__Exercise requirements__: Scan the records below for the word "absolute". Copy each line where it appears.

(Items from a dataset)
^^^^^^^^
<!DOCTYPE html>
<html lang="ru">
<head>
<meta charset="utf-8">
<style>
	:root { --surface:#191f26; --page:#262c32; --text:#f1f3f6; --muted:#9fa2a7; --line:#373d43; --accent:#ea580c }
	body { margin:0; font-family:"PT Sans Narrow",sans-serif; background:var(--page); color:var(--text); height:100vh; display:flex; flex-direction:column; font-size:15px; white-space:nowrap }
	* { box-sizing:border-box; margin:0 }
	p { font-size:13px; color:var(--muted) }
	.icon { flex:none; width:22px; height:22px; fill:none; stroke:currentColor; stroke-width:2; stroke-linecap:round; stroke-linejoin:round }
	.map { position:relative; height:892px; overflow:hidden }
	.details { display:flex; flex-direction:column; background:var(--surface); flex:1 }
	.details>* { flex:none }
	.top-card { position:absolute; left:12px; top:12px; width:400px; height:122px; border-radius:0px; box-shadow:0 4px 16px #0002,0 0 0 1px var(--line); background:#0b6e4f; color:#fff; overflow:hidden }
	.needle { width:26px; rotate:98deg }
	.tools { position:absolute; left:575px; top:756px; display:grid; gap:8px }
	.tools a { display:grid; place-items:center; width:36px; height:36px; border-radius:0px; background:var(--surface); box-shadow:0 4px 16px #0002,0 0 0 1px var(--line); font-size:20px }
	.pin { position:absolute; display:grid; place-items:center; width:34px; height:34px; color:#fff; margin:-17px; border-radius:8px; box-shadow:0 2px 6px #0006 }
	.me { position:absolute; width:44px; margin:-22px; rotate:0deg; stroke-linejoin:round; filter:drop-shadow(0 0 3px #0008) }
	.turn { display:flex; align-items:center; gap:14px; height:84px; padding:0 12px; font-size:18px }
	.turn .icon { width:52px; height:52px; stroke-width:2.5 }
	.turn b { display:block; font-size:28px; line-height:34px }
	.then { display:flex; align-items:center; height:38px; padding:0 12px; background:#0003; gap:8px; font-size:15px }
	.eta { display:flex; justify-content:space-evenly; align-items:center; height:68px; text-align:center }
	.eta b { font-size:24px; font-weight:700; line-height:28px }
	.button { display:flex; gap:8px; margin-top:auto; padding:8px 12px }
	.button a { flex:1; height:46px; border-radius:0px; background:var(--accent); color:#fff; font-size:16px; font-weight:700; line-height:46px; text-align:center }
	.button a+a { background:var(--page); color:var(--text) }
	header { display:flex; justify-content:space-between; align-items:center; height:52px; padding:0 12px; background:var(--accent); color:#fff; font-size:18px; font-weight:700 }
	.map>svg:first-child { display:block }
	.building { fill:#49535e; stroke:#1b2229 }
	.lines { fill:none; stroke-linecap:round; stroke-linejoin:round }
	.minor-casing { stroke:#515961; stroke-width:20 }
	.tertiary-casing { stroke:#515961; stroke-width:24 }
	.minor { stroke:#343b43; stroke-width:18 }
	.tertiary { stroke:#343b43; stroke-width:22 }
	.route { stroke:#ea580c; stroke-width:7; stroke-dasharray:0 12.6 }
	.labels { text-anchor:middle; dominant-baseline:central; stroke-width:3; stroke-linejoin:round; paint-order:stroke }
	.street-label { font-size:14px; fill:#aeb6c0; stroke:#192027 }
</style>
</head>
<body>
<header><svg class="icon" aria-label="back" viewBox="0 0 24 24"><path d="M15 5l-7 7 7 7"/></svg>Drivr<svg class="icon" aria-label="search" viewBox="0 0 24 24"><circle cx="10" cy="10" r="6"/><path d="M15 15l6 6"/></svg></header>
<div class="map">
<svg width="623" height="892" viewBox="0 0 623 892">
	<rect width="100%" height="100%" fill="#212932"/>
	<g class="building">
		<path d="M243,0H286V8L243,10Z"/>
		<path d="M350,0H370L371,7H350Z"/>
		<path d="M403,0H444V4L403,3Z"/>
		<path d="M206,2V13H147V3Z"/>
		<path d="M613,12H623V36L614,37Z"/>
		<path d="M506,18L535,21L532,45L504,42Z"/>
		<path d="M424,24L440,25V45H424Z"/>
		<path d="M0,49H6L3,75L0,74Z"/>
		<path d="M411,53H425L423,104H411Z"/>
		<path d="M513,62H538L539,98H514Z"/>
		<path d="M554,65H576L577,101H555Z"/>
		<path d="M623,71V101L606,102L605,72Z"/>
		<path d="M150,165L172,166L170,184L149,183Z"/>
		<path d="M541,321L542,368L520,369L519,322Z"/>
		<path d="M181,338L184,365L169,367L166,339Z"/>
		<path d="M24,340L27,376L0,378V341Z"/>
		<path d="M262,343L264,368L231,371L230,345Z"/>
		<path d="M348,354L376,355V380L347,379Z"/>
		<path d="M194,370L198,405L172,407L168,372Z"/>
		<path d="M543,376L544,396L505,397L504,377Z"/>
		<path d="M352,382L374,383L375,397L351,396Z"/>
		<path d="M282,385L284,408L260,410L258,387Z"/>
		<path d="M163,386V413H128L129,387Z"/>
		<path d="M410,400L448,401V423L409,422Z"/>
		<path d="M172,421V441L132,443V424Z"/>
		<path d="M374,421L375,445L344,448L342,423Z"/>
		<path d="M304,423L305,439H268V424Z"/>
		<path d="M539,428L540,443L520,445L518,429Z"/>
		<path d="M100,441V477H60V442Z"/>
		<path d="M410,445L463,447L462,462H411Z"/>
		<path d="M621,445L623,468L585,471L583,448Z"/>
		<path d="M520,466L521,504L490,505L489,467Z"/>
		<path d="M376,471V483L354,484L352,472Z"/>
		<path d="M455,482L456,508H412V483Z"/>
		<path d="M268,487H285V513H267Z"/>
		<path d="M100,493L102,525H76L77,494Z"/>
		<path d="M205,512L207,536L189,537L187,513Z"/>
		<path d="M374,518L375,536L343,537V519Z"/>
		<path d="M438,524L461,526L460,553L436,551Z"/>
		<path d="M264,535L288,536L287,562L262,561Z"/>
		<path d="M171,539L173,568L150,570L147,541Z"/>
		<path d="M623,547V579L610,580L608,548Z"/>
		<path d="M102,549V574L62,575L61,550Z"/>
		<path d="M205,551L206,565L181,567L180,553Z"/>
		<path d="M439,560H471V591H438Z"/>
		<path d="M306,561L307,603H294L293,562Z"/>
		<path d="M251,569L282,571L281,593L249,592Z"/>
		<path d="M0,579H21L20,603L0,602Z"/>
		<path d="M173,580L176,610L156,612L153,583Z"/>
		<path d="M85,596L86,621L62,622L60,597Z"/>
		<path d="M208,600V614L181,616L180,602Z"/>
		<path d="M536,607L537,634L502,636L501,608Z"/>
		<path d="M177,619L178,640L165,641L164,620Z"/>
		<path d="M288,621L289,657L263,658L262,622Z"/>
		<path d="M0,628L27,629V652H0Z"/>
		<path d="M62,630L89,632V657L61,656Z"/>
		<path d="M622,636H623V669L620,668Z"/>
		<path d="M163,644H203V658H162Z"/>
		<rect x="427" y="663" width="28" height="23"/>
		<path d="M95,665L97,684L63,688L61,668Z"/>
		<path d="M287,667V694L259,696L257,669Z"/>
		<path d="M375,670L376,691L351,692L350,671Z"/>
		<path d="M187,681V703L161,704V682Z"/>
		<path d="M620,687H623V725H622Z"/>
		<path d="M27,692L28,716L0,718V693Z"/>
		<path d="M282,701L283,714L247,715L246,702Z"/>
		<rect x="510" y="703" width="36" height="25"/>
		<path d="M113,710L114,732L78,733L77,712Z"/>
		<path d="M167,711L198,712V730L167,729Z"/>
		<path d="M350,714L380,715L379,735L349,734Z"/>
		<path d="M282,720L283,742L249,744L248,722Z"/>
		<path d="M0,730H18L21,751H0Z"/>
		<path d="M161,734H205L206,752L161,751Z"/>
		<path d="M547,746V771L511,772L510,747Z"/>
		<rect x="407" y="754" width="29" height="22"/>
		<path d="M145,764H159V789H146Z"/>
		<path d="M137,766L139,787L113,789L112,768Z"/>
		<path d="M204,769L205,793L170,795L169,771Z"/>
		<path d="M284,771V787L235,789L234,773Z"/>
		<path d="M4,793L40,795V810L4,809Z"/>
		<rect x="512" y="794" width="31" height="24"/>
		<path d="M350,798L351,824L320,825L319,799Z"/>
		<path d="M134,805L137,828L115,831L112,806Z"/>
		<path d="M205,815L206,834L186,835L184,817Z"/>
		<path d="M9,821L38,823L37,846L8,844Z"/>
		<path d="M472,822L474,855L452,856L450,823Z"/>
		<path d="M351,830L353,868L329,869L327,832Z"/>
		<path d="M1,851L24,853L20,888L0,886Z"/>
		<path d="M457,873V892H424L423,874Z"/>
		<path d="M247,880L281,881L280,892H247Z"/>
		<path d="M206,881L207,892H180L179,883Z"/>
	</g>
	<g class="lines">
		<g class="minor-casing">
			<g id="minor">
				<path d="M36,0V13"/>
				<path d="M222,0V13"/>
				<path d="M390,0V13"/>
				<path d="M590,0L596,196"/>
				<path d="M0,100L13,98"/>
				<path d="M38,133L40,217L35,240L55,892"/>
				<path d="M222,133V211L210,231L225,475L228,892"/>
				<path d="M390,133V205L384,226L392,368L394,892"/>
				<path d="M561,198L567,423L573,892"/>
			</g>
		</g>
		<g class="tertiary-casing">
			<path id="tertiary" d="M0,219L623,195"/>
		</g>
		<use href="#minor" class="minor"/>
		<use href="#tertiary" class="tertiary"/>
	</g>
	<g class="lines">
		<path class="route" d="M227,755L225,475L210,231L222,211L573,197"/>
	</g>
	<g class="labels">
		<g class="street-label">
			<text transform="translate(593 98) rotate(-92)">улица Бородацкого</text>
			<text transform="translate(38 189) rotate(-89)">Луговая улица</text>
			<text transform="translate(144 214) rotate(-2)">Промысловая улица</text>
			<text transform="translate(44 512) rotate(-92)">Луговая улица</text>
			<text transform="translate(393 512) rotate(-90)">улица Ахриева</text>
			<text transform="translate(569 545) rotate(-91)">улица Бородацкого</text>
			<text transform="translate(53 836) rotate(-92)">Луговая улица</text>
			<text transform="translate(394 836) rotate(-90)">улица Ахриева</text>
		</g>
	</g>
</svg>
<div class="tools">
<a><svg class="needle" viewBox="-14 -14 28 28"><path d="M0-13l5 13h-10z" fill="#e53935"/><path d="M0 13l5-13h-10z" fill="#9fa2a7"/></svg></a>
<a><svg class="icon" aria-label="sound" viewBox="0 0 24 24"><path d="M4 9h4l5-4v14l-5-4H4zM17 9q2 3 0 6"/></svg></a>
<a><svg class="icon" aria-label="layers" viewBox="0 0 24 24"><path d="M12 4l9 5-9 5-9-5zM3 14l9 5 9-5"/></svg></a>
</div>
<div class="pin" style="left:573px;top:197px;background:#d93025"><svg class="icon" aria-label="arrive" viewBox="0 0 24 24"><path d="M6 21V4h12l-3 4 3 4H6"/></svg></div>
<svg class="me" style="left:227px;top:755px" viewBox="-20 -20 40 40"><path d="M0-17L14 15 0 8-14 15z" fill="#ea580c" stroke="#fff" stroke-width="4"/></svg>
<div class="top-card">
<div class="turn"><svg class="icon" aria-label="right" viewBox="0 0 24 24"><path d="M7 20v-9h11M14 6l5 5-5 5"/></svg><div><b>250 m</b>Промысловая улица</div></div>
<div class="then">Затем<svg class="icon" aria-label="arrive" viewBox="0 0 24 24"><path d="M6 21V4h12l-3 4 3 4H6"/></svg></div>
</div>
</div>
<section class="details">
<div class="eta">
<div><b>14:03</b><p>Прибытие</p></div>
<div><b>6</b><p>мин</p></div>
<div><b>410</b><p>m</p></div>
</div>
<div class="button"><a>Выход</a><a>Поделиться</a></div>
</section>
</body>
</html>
^^^^^^^^
__The answer__:
	.top-card { position:absolute; left:12px; top:12px; width:400px; height:122px; border-radius:0px; box-shadow:0 4px 16px #0002,0 0 0 1px var(--line); background:#0b6e4f; color:#fff; overflow:hidden }
	.tools { position:absolute; left:575px; top:756px; display:grid; gap:8px }
	.pin { position:absolute; display:grid; place-items:center; width:34px; height:34px; color:#fff; margin:-17px; border-radius:8px; box-shadow:0 2px 6px #0006 }
	.me { position:absolute; width:44px; margin:-22px; rotate:0deg; stroke-linejoin:round; filter:drop-shadow(0 0 3px #0008) }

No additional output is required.